[Task brief]
Which lines in the records below contain the word "position"? Copy each of them.

[Materials provided]
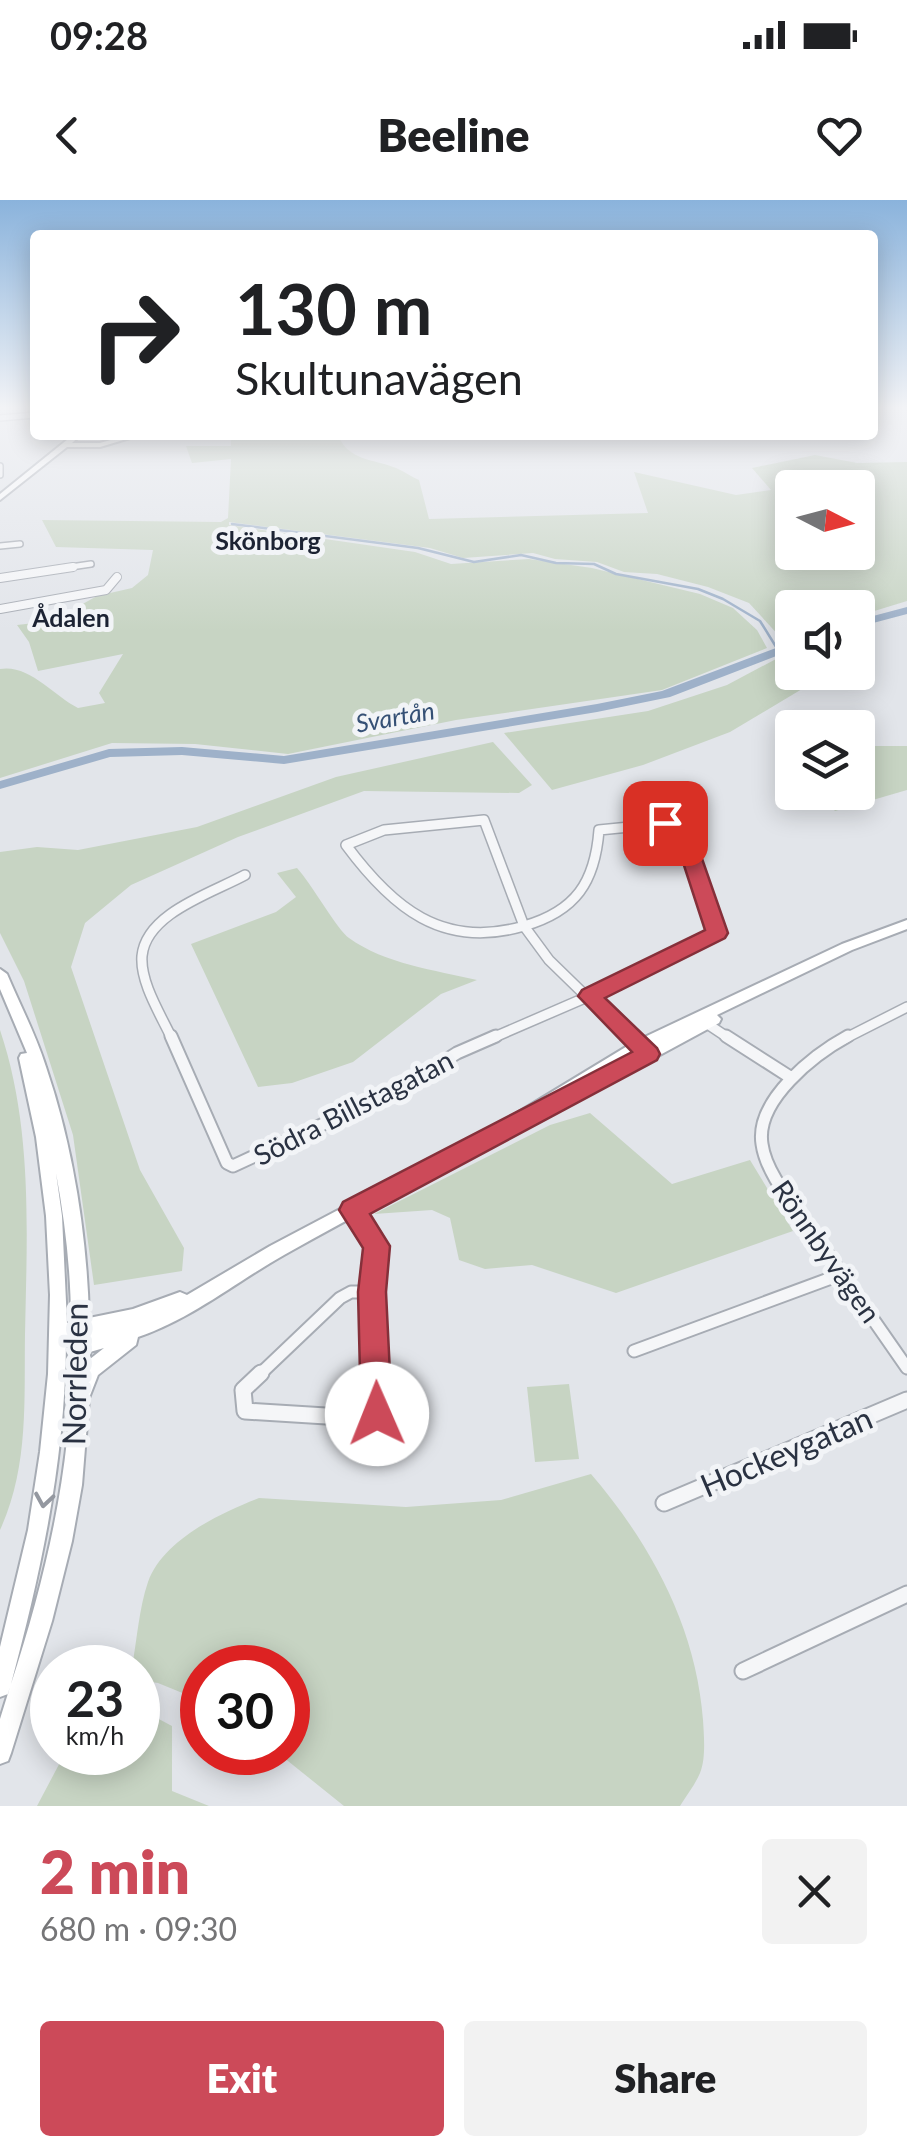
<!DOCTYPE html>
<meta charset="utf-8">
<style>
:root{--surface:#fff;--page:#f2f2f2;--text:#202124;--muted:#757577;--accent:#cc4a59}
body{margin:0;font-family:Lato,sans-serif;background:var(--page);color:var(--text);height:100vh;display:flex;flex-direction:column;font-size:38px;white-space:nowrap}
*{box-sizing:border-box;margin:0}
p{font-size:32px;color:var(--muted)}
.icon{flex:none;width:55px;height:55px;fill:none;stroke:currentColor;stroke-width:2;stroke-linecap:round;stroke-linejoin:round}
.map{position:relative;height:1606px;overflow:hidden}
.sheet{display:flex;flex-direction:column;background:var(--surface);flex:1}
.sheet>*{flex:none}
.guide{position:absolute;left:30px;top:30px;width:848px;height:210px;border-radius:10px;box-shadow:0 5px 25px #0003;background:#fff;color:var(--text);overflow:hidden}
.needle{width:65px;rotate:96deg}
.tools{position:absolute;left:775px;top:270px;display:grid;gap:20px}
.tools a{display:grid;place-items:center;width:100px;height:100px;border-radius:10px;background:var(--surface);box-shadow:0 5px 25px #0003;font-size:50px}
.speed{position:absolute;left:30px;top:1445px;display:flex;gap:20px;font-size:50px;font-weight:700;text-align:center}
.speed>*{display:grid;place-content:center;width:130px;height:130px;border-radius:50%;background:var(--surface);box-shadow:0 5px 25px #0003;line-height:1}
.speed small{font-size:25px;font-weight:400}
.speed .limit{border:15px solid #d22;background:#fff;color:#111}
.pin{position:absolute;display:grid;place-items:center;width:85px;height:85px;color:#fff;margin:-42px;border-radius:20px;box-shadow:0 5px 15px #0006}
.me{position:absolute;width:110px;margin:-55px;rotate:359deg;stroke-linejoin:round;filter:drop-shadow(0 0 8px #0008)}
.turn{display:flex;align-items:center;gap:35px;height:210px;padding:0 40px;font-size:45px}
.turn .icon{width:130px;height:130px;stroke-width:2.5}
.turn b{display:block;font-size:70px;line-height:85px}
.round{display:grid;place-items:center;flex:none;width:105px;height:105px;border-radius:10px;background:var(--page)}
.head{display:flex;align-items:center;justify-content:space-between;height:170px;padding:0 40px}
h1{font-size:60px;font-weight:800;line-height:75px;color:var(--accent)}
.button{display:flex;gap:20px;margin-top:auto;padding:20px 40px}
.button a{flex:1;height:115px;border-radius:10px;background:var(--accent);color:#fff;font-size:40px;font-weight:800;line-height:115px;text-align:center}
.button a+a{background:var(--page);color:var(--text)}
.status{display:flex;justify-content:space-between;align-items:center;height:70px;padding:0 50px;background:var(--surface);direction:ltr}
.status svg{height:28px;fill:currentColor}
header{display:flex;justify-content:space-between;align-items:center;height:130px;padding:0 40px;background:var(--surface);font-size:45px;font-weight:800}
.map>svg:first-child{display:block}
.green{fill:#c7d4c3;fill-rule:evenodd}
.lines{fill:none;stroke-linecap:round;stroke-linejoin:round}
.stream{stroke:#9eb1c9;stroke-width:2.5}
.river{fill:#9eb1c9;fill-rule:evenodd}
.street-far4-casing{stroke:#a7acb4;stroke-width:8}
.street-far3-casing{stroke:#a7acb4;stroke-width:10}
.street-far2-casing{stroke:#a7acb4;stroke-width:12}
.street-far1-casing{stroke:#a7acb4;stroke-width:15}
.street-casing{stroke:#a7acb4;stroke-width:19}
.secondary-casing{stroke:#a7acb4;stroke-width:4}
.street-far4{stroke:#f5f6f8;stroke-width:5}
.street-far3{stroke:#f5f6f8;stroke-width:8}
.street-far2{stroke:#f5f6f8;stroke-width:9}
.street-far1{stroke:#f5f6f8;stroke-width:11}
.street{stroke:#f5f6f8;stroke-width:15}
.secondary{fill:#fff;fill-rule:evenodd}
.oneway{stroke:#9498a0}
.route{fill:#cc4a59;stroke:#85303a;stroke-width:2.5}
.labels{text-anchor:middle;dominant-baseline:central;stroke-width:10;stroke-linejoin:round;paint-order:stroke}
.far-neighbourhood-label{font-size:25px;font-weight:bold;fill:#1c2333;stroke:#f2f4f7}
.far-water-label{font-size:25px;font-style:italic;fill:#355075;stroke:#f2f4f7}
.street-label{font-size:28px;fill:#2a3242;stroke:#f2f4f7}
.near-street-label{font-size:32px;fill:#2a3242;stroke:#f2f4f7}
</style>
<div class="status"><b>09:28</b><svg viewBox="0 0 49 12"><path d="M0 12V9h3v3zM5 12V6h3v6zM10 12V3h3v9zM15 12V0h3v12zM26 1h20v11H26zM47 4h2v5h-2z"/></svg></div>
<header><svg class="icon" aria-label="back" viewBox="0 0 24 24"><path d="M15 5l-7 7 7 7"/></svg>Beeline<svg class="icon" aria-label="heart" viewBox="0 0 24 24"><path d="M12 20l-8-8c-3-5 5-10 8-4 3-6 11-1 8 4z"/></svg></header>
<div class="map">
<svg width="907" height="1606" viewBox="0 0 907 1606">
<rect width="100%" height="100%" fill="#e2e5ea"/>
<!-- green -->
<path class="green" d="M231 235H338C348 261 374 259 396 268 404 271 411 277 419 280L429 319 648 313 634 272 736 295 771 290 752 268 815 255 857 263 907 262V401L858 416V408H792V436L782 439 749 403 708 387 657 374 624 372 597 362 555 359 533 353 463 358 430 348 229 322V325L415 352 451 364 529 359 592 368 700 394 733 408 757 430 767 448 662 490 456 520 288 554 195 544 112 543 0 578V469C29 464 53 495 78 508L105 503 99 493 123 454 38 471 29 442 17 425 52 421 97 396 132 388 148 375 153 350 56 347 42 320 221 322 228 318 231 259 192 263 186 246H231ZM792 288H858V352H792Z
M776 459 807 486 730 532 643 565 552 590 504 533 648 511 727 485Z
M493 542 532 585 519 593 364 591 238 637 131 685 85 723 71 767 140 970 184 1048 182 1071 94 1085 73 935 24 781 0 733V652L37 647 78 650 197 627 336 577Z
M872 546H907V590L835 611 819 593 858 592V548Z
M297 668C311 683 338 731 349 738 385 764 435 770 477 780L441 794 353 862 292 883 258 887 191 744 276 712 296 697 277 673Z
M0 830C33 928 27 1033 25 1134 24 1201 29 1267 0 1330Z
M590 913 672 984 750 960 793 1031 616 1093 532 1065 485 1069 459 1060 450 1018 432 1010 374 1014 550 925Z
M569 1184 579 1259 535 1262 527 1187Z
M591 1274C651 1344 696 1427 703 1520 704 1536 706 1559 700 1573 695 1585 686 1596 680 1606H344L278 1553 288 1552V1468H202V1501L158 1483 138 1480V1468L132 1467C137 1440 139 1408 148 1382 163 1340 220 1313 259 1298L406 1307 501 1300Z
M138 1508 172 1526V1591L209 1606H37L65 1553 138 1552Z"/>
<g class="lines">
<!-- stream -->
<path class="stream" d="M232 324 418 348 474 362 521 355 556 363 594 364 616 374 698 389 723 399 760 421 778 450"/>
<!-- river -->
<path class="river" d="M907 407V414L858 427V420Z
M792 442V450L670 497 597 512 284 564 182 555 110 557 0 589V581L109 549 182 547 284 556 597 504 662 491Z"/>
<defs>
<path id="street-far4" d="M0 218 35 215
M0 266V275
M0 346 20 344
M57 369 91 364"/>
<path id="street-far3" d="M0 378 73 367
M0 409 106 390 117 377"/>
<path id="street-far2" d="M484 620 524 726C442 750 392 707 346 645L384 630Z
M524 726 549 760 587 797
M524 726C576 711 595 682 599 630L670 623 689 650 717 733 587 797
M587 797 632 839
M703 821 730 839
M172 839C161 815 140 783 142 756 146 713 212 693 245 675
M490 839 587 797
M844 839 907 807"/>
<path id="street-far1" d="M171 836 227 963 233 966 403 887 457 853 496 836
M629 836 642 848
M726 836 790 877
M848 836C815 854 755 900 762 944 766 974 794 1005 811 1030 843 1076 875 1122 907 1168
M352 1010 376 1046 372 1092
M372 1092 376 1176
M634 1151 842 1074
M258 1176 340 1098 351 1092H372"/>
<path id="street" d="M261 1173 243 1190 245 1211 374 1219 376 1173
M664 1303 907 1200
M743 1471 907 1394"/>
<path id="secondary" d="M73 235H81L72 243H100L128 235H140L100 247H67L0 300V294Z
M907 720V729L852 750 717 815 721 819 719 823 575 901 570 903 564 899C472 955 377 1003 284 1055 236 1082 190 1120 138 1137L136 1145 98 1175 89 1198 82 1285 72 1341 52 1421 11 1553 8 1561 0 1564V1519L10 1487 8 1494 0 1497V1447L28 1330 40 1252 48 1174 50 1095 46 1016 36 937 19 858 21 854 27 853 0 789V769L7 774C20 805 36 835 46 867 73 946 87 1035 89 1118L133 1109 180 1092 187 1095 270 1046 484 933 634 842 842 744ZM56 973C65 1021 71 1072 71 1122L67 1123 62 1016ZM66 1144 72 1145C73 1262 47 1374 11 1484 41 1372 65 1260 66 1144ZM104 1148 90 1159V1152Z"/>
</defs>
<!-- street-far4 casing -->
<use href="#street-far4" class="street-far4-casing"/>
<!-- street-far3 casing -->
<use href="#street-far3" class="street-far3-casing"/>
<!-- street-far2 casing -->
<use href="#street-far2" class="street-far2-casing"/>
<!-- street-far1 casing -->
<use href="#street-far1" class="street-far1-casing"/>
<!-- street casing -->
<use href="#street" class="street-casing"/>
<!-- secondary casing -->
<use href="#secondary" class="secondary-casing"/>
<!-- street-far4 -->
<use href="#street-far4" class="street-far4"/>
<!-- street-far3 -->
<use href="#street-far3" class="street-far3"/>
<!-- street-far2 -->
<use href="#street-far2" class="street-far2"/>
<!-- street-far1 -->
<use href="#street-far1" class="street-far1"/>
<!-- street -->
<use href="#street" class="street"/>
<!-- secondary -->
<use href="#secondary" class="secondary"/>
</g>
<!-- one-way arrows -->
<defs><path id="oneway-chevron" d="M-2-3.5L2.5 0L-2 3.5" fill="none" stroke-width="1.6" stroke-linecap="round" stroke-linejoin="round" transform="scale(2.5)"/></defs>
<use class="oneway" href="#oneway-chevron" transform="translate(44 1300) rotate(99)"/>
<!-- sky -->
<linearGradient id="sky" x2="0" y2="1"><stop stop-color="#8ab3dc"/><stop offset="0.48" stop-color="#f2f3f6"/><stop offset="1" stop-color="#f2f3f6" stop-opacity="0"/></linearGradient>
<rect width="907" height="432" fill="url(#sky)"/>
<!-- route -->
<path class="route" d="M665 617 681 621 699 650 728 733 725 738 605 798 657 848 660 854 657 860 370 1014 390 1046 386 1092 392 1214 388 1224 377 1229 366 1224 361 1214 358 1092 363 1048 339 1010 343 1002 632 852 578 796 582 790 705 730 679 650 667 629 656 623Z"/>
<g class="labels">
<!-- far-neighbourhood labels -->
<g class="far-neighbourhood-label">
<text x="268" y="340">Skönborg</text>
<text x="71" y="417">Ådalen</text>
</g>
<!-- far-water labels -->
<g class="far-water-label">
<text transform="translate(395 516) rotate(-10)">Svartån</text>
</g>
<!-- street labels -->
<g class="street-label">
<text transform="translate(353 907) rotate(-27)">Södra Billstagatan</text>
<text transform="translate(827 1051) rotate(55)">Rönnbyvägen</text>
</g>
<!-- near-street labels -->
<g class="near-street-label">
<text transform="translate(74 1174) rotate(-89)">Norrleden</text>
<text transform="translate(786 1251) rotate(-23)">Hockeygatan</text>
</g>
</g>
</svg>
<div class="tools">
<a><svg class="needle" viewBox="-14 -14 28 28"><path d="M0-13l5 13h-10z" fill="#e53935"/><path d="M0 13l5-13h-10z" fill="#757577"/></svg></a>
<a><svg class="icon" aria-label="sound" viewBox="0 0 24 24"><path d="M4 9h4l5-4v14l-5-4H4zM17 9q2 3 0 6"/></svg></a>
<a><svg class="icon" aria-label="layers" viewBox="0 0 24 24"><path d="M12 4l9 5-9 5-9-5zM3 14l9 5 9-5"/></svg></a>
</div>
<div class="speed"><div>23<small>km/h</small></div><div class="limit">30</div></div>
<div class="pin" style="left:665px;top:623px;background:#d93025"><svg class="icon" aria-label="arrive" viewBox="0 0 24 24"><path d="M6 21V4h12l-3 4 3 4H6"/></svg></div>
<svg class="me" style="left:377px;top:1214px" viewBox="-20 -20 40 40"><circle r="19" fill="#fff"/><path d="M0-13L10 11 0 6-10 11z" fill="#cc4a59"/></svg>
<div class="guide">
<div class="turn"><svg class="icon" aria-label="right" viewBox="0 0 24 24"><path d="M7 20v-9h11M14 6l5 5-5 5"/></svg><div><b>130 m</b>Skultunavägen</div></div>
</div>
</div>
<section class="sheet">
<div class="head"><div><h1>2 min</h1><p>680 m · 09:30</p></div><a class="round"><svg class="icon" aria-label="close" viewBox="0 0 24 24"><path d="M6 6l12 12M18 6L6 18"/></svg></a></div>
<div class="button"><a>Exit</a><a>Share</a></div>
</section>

[Answer box]
.map{position:relative;height:1606px;overflow:hidden}
.guide{position:absolute;left:30px;top:30px;width:848px;height:210px;border-radius:10px;box-shadow:0 5px 25px #0003;background:#fff;color:var(--text);overflow:hidden}
.tools{position:absolute;left:775px;top:270px;display:grid;gap:20px}
.speed{position:absolute;left:30px;top:1445px;display:flex;gap:20px;font-size:50px;font-weight:700;text-align:center}
.pin{position:absolute;display:grid;place-items:center;width:85px;height:85px;color:#fff;margin:-42px;border-radius:20px;box-shadow:0 5px 15px #0006}
.me{position:absolute;width:110px;margin:-55px;rotate:359deg;stroke-linejoin:round;filter:drop-shadow(0 0 8px #0008)}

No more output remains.